#23201
bzobzo
Participant

allons bon, cela s’est nettement mieux passé aujourd’hui, je suis rassuré.

Une analyse à posteriori, (une analelyse à postérieur rit…)
me permet de retracer assez précisément l’historique de ce qui s’est passé pour que j’en arrive là hier à terminer ma séance comme au fond d’un puits asséché loin du bain de jouvence orgiaque auquel je m’étais habitué avec ma prostate chérie
et n’ayant pas éprouvé le moindre misérable petit orgasme durant toute la séance.

Pour quelqu’un comme moi qui était habitué à pratiquer tous les jours depuis des mois,
une semaine d’arrêt a eu comme effet que j’ai perdu quelque peu mes repères, mes sensations
ce qui a eu pour résultat immédiat car j’étais habitué désormais depuis belle lurette à des résultats rapides et puissants dès le premier effleurement de la prostate, que je me suis affolé, le doute s’est installé à la vitesse grand V, enfin pour parachever le travail de sape, j’ai remis en question le bagage technique que j’ai acquis et affiné au cours des mois, du coup j’ai balbutié ma séance en perdant rapidement toute confiance en ce que je faisais, bref un gros blocage.
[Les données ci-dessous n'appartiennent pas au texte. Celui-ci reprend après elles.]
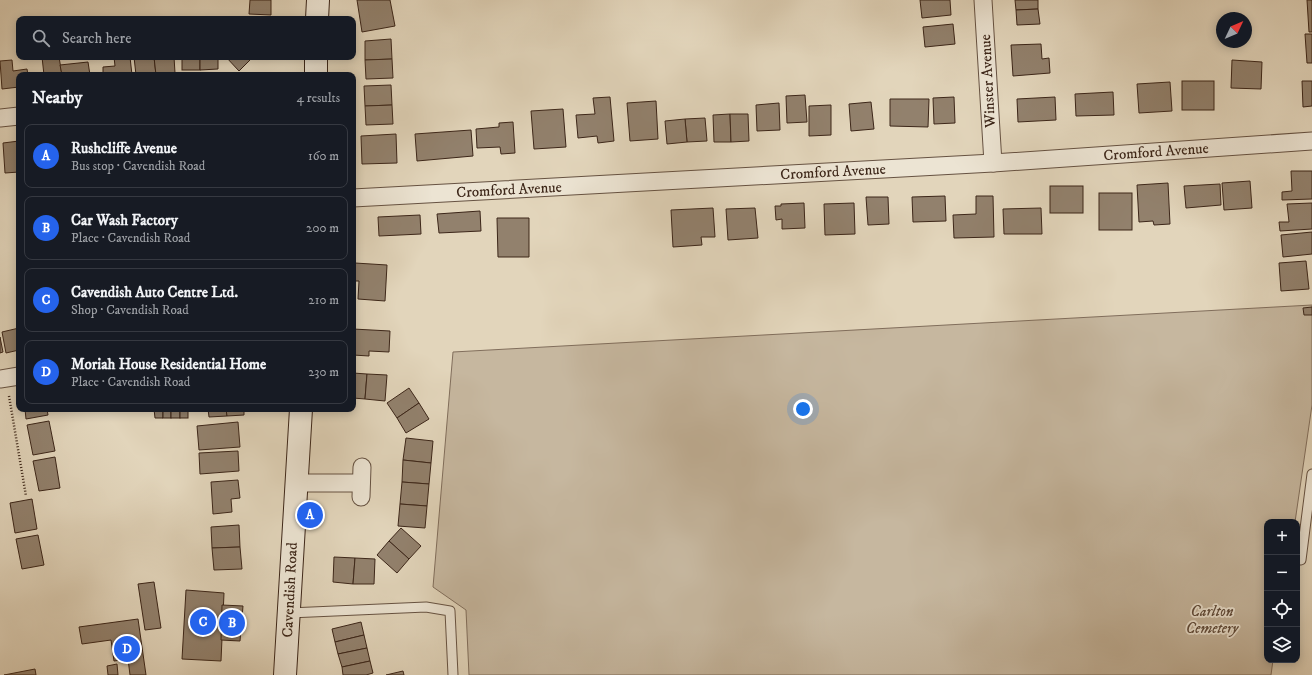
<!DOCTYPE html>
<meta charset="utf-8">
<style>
:root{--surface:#171b24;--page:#20242c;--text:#f1f3f6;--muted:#9ea1a6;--line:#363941;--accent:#2563eb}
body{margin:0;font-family:"IM FELL DW Pica",serif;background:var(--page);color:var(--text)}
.controls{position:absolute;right:12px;bottom:12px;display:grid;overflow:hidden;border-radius:8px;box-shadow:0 2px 10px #0003}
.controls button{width:36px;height:36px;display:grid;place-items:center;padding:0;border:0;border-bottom:1px solid var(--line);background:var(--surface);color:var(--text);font:20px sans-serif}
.compass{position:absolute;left:1216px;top:12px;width:36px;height:36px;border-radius:50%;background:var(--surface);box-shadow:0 2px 10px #0003;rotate:46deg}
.you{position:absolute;left:803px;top:409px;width:14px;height:14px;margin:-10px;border:3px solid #fff;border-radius:50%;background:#1a73e8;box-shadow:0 0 0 6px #1a73e833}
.badge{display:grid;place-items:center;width:26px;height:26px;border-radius:50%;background:var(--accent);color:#fff;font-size:13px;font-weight:700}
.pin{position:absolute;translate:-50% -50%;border:2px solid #fff;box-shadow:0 1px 4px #0006}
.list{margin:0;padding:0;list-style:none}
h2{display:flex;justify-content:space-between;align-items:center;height:52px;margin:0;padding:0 16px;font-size:17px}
h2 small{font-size:13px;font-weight:400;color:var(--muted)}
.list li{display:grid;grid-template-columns:26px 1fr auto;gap:12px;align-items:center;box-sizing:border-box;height:64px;margin:0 8px 8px;padding:0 8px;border:1px solid var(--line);border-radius:8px}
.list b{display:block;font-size:15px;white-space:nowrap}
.list p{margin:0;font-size:13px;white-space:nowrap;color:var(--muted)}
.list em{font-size:13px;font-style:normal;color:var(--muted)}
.icon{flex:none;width:22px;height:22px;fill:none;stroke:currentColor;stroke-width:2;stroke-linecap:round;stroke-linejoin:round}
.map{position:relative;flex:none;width:1312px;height:675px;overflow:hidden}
.search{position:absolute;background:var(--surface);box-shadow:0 2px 10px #0003;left:16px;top:16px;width:340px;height:44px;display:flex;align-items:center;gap:10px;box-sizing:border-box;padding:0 14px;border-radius:8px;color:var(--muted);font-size:15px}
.panel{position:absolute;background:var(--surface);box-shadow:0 2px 10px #0003;left:16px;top:72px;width:340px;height:340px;border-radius:8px}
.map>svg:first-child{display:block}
.green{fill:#c6b79f;stroke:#816e5c}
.building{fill:#92816d;stroke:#3c2619}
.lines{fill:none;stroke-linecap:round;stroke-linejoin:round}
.lane-casing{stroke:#665242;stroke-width:11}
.street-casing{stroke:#665242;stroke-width:19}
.secondary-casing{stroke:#3c2619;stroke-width:24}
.path{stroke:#3c2619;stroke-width:2.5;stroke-dasharray:1 2;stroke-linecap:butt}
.lane{stroke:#ece4d3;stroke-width:9}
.street{stroke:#ece4d3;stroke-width:17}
.secondary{stroke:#ece4d3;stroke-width:22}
.labels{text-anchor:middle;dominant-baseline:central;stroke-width:3.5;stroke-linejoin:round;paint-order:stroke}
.street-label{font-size:15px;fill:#3c2619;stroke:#ece4d3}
.park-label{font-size:15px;font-style:italic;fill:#5e4a3a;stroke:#ece4d3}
</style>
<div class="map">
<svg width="1312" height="675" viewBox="0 0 1312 675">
<rect width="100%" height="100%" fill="#e2d5bb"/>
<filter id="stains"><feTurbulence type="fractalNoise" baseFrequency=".005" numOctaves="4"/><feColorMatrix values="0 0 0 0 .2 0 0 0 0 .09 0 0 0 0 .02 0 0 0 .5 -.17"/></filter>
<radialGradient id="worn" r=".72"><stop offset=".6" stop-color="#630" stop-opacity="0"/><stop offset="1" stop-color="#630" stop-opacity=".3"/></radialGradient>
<path class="green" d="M1312 305V405L1295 522H1267V660H1273L1271 675H469L466 610 433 587 453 352Z"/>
<g class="building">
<path d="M250 0H271V15L249 14Z"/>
<path d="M357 0H390L395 26 362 32Z"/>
<path d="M920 0H950L951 15 922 18Z"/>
<path d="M1015 0H1038V9L1016 10Z"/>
<path d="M1307 0H1312V32H1309Z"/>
<path d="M1038 9 1040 24 1017 25 1016 10Z"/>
<path d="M953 24 955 44 925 47 923 27Z"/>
<path d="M1305 34H1312V63H1307Z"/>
<path d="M391 39 392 59 365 60V41Z"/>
<path d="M1041 44 1042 59 1049 58 1050 73 1013 76 1011 45Z"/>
<path d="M42 57H59L62 75H44Z"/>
<path d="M114 57H130L132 75H103V67L115 66Z"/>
<path d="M134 57H154L156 75H136Z"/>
<path d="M154 57H174L175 73 156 75Z"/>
<rect x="182" y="57" width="18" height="13"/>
<path d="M200 57H218V69L200 70Z"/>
<path d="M226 57H253L239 71Z"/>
<path d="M392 59 393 78 366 79 365 60Z"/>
<path d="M12 60 13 71 27 69 28 75H19V87L2 89 0 61Z"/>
<path d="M1232 60 1262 62 1261 89 1231 88Z"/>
<path d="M88 62 90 75H62L60 65Z"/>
<rect x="1182" y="81" width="32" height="29"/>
<path d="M1302 81H1312V106L1303 107Z"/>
<path d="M1170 82 1172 111 1139 113 1137 84Z"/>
<path d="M391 85 392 105 365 106 364 86Z"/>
<path d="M1113 92 1114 115 1076 116 1075 94Z"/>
<path d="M805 95 807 122 787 123 786 96Z"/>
<path d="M610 97 614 141 598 143 597 136 578 138 576 115 595 114 593 98Z"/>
<path d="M954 97 955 123 934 124 933 98Z"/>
<path d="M1055 97 1056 120 1018 122 1017 99Z"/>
<path d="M890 99H929L928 127 890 126Z"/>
<path d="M656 101 658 139 630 141 627 103Z"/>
<path d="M871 102 874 129 851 131 849 104Z"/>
<path d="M779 103 780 130 757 131 756 105Z"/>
<path d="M392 105 393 124 366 125 365 106Z"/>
<path d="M831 105V135L809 136V106Z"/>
<path d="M563 109 566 147 534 149 531 111Z"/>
<path d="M730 114 731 142H714L713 115Z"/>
<path d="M730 114H748L749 141 731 142Z"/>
<path d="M705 118 707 141 687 142 685 119Z"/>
<path d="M685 119 687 142 667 144 665 121Z"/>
<path d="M513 122 515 153 501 154 500 147 477 148 476 129 499 127V123Z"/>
<path d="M471 130 473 156 417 161 415 134Z"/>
<path d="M396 134 397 163 362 164 361 136Z"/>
<path d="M19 141V172L5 173 3 143Z"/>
<path d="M1291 171H1312V199L1282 200V192L1292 191Z"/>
<path d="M1250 181 1252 208 1224 210 1222 183Z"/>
<path d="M1168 183 1170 224 1154 225 1153 221 1139 222 1137 185Z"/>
<path d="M1220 184 1221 205 1186 208 1184 186Z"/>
<rect x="1050" y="186" width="33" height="27"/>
<rect x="1099" y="193" width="33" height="37"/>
<path d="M945 196 946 221 913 222 912 197Z"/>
<path d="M976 196H993L994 237 954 238 953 215 976 214Z"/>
<path d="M866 197H888L889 224 868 225Z"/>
<path d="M804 203 805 228 782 229V219L776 220 775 206H781V204Z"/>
<path d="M854 203 855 234 825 235 824 204Z"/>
<path d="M1312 203V229L1280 231 1279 222H1289L1287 204Z"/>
<path d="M713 208 715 237H701L702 245 673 247 671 210Z"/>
<path d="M755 208 758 238 728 240 726 209Z"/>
<path d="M1041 208 1042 234H1004L1003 209Z"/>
<path d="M480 211 481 231 439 233 437 214Z"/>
<path d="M420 215 421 234 379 236 378 217Z"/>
<path d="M497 218H529V257H498Z"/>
<path d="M1312 232V254L1283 257 1281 235Z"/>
<path d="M1306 261 1309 289 1281 291 1279 263Z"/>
<path d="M355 263 387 265 385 301 358 299 359 281H354Z"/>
<path d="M1312 307V315H1304L1303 308Z"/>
<path d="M19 328V350L6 353 2 332Z"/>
<path d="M353 329 390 331 389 352 369 351V356L353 355Z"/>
<path d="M0 337 3 352 0 353Z"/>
<path d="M353 373 367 374 365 399 353 398Z"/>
<path d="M367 374 387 375 385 401 365 399Z"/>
<path d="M409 388 419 403 397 418 387 403Z"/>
<path d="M419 403 429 419 406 433 397 418Z"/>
<path d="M25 409H47L48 415 26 419Z"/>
<rect x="93" y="409" width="18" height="2"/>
<rect x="111" y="409" width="17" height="2"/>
<path d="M154 409H163V418H155Z"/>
<rect x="163" y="409" width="8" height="9"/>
<rect x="171" y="409" width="9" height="9"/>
<rect x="180" y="409" width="8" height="9"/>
<path d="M208 409H226L227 416 209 417Z"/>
<path d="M226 409H244V415L227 416Z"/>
<path d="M49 421 55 451 33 455 27 425Z"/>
<path d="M238 422 240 447 199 450 197 426Z"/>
<path d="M406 438 433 441 431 463 403 460Z"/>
<path d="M238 451 239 471 200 474 199 453Z"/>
<path d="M55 457 60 488 39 491 33 461Z"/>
<path d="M403 460 431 463 429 484 402 482Z"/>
<path d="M238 480 240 498 231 499 232 512 213 514 211 482Z"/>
<path d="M402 482 429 484 427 506 400 504Z"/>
<path d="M32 499 37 529 15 533 10 503Z"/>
<path d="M400 504 427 506 425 528 398 526Z"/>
<path d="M239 525 240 547 212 548 211 527Z"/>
<path d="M401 528 421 546 409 559 389 541Z"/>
<path d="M38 535 44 565 22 569 16 539Z"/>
<path d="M389 541 409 559 397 573 377 555Z"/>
<path d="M240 547 242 569 214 570 212 548Z"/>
<path d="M334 557 355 558 353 584 333 582Z"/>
<path d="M355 558 375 559 374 584H353Z"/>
<path d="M154 582 161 628 145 630 138 584Z"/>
<path d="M186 590 224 593 221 661 182 659Z"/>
<path d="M222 605 243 606 240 641 221 640Z"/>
<path d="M138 619 146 675H130L128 659 114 661 111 640 82 644 79 627Z"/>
<path d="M361 622 364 635 335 642 332 629Z"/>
<path d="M364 635 367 648 338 654 335 642Z"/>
<path d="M367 648 370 661 342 667 338 654Z"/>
<path d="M370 661 373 673 366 675H343L342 667Z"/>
<path d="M117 664 118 675H108L107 666Z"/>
<path d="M35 669 36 675H4Z"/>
<path d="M403 671 404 675H386Z"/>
</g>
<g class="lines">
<defs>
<g id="lane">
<path d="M1301 560 1312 474"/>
<path d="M289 613 426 607 450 611 453 675"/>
</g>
<g id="street">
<path d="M983 0 993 163"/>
<path d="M0 118 19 116"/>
<path d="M353 198 993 163 1312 141"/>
<path d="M0 379 19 376"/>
<path d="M297 483H361"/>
<path d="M361 497 362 467"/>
</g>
<g id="secondary">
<path d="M317 19 318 0"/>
<path d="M316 75V57"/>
<path d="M285 675 301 409"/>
</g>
</defs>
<use href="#lane" class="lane-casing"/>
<use href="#street" class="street-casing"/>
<use href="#secondary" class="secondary-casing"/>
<g class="path">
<path d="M9 396 26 496"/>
<path d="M1265 571 1267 569"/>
</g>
<use href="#lane" class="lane"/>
<use href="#street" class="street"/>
<use href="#secondary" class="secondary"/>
</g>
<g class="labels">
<g class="street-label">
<text transform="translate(988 81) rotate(-93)">Winster Avenue</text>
<text transform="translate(1156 152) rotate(-4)">Cromford Avenue</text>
<text transform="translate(833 172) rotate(-3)">Cromford Avenue</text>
<text transform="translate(509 190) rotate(-3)">Cromford Avenue</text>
<text transform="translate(290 590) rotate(-87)">Cavendish Road</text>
</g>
<g class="park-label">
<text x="1212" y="611">Carlton<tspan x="1212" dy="17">Cemetery</tspan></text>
</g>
</g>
<rect width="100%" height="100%" filter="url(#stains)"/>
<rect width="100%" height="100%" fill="url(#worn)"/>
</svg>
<div class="controls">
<button>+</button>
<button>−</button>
<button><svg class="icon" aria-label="locate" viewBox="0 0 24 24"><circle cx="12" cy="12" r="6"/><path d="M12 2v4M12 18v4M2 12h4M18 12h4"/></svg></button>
<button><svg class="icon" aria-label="layers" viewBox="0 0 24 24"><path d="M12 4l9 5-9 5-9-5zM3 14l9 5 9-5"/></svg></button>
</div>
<svg class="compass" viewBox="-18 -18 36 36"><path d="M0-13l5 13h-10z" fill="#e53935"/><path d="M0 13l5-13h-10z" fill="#9ea1a6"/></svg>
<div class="you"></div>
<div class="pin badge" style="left:310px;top:515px">A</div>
<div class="pin badge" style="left:232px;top:623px">B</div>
<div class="pin badge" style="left:203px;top:622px">C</div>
<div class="pin badge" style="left:127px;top:649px">D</div>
<div class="search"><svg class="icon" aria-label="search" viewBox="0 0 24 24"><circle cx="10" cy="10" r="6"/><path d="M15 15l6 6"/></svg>Search here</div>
<section class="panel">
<h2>Nearby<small>4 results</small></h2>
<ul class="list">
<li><span class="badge">A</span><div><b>Rushcliffe Avenue</b><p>Bus stop · Cavendish Road</p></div><em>160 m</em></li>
<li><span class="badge">B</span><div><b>Car Wash Factory</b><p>Place · Cavendish Road</p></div><em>200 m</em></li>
<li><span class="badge">C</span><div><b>Cavendish Auto Centre Ltd.</b><p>Shop · Cavendish Road</p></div><em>210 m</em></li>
<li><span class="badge">D</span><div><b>Moriah House Residential Home</b><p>Place · Cavendish Road</p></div><em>230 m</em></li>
</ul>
</section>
</div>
Malgré ces centaines d’orgasmes prostatiques éprouvés au fil des jours, certains durant de longues minutes, malgré ces tombereaux de gémissements et de râles de plaisir, tout ce qu’on bâtit lentement peu à peu qui peut paraître acquis et solide, n’est en fait qu’un château de cartes, une construction mentale reliée à nos sens, mécanique délicate et fortement volatile qu’un grain de sable peut suffire à enrayer.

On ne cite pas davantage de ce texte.